Work instructions>
Exact copies of the lines below, from the one with "Serialize what can be read in the" up to and including the one with "Dump the readable", are what this calls for; leave out pictures.

Material to process>

☆ ☆ ☆ ☆ ☆

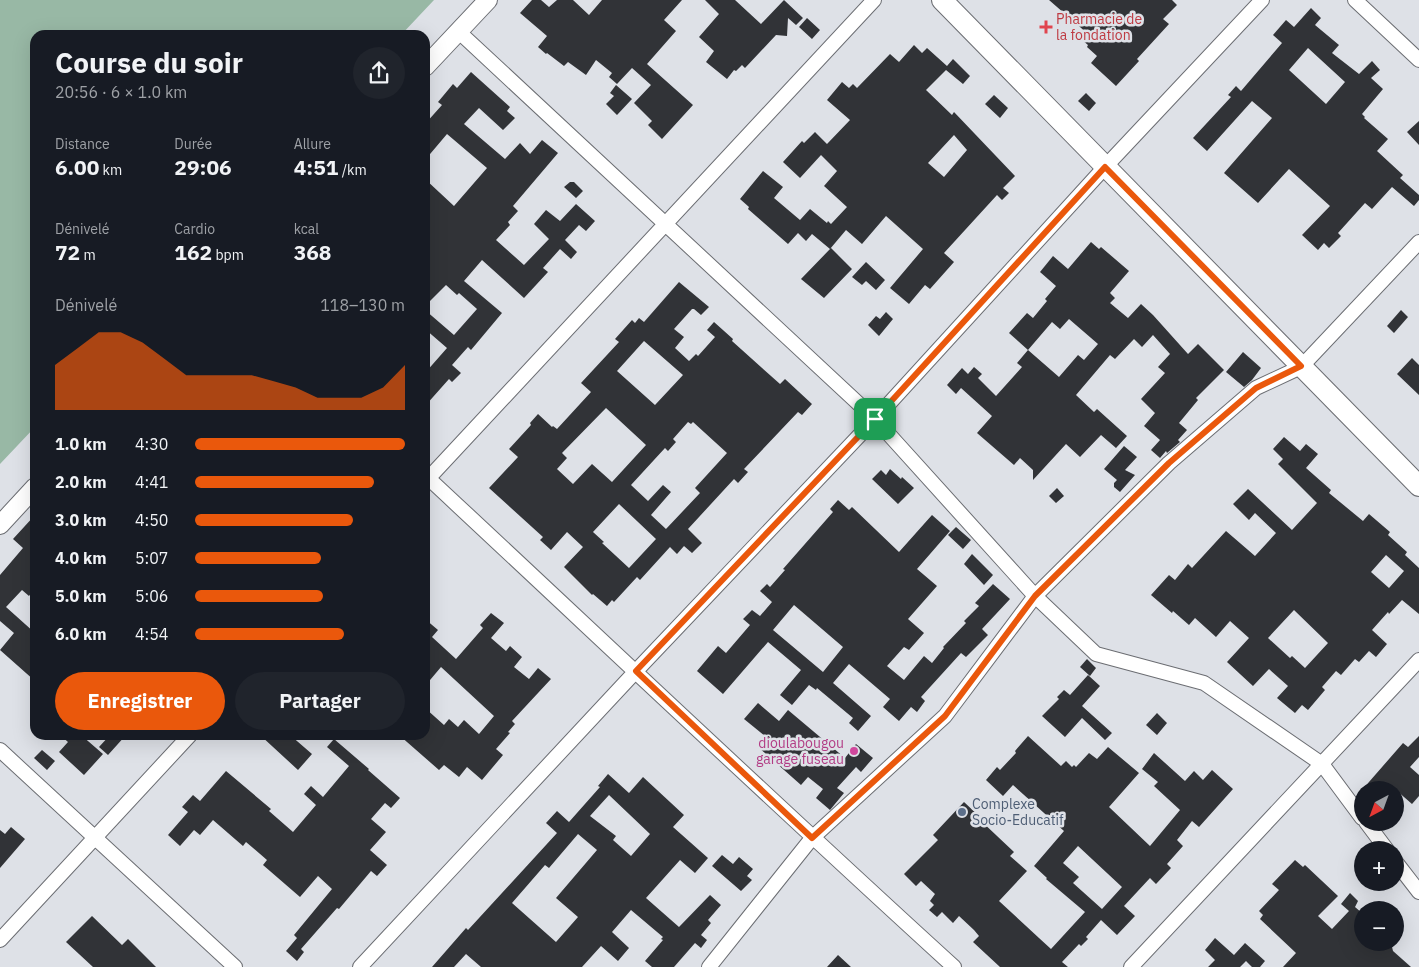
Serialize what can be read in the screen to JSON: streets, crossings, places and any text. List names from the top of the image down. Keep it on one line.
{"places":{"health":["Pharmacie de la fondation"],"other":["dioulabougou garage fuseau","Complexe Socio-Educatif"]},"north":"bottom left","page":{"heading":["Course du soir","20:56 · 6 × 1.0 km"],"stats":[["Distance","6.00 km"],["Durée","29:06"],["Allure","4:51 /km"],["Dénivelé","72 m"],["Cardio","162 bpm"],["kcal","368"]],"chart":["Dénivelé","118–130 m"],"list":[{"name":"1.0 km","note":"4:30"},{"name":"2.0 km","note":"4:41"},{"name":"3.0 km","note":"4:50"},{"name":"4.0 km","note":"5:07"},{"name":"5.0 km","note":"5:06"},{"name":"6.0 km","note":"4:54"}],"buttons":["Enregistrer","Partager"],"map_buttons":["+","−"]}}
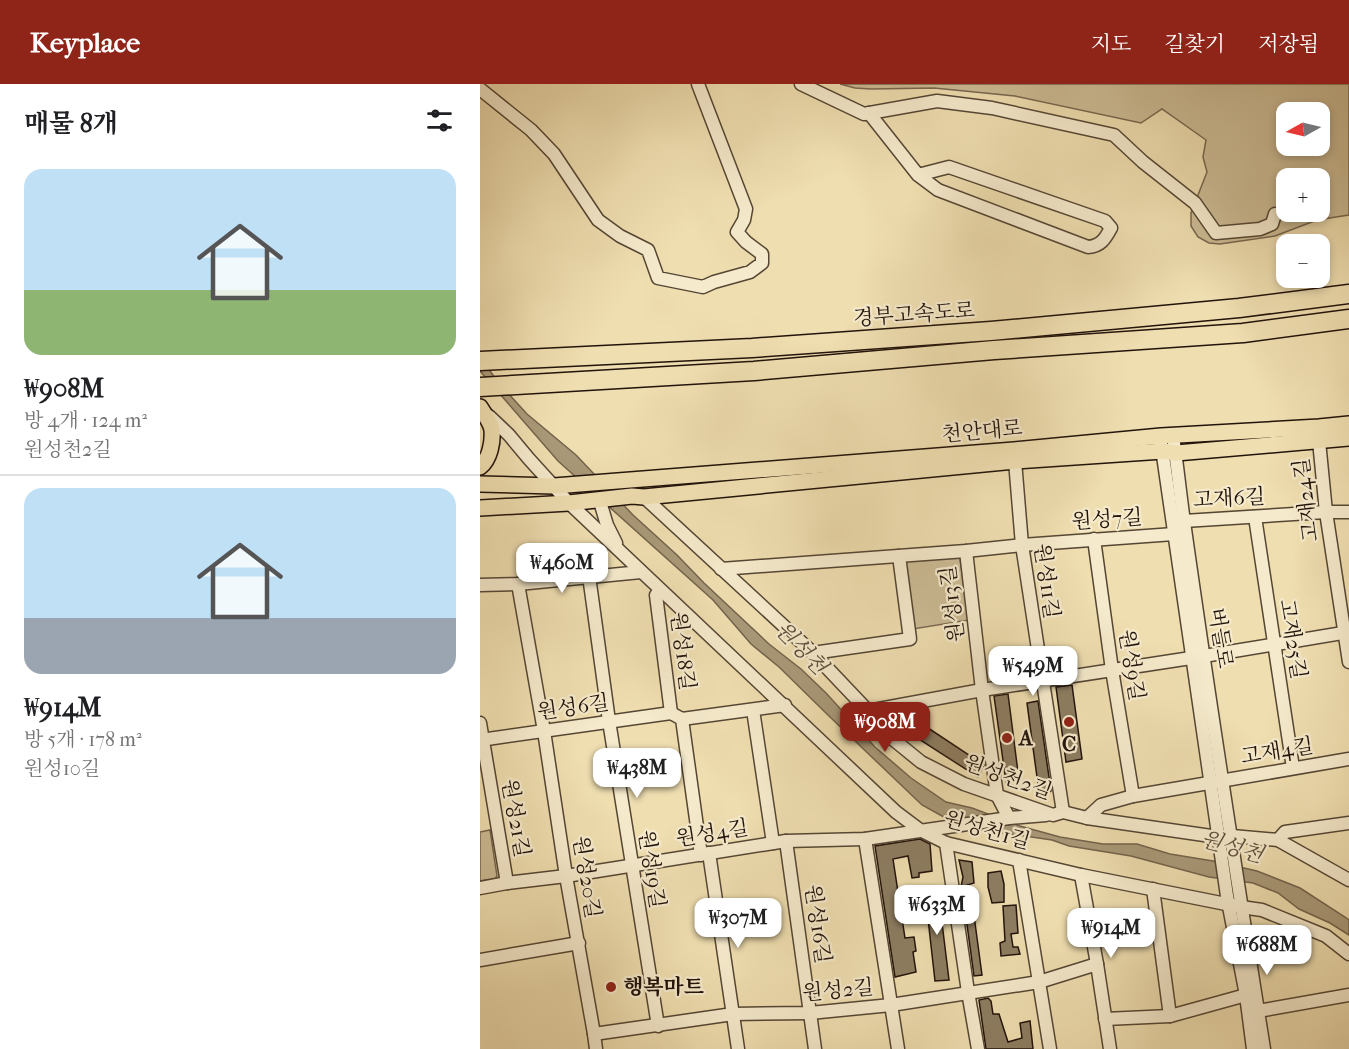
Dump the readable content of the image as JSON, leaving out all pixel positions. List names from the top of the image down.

☆ ☆ ☆ ☆ ☆

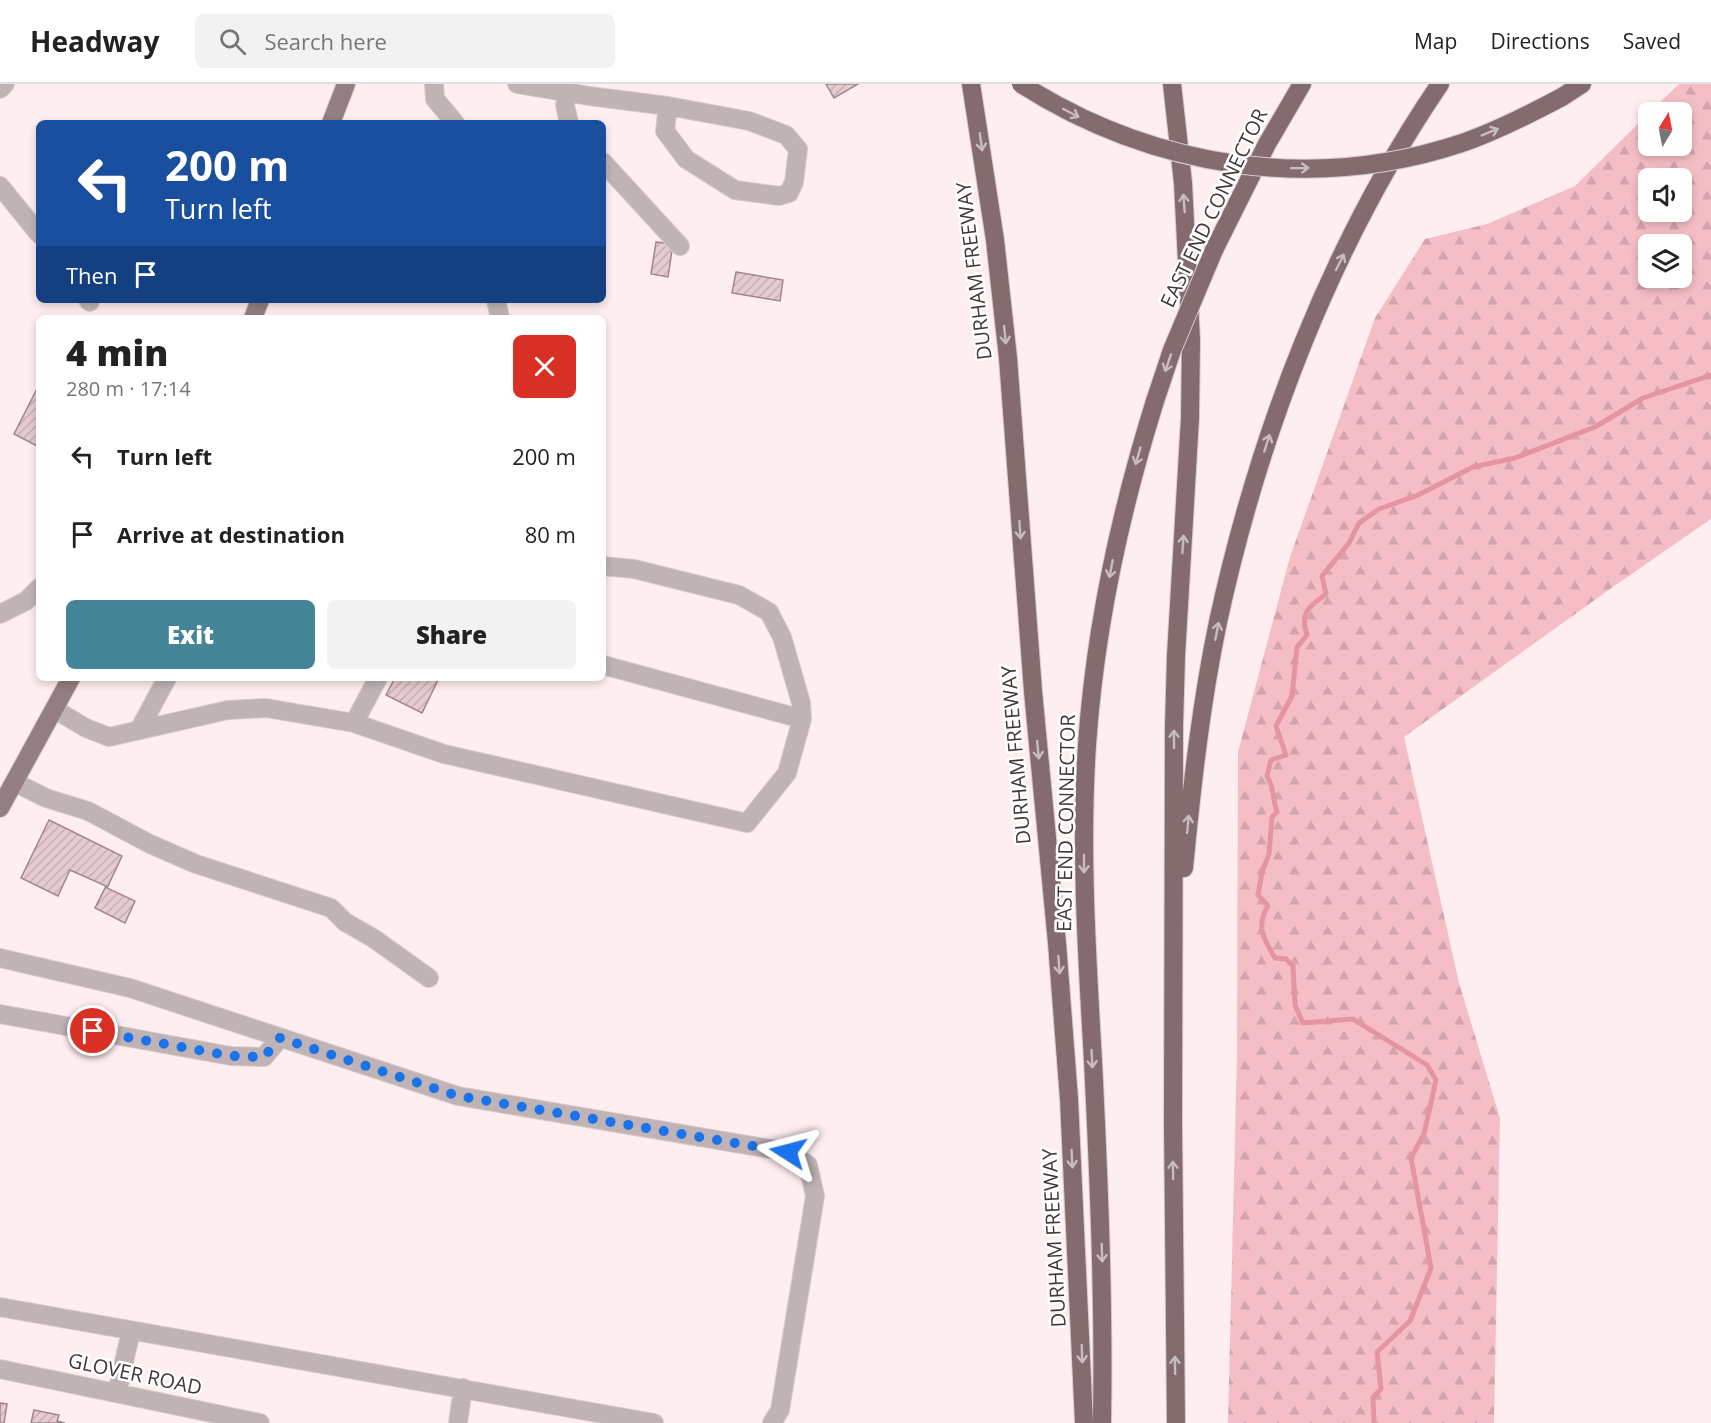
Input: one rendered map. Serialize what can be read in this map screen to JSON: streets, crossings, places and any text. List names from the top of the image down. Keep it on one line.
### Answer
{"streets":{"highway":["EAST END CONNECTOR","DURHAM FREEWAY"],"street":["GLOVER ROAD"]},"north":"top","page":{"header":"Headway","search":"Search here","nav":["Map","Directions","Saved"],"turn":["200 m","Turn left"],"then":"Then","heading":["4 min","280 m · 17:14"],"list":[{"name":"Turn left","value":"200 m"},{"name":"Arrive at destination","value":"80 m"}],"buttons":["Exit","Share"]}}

☆ ☆ ☆ ☆ ☆

Exercise response>
Serialize what can be read in the screen to JSON: streets, crossings, places and any text. List names from the top of the image down. Keep it on one line.
{"places":{"health":["Pharmacie de la fondation"],"other":["dioulabougou garage fuseau","Complexe Socio-Educatif"]},"north":"bottom left","page":{"heading":["Course du soir","20:56 · 6 × 1.0 km"],"stats":[["Distance","6.00 km"],["Durée","29:06"],["Allure","4:51 /km"],["Dénivelé","72 m"],["Cardio","162 bpm"],["kcal","368"]],"chart":["Dénivelé","118–130 m"],"list":[{"name":"1.0 km","note":"4:30"},{"name":"2.0 km","note":"4:41"},{"name":"3.0 km","note":"4:50"},{"name":"4.0 km","note":"5:07"},{"name":"5.0 km","note":"5:06"},{"name":"6.0 km","note":"4:54"}],"buttons":["Enregistrer","Partager"],"map_buttons":["+","−"]}}
Dump the readable content of the image as JSON, leaving out all pixel positions. List names from the top of the image down.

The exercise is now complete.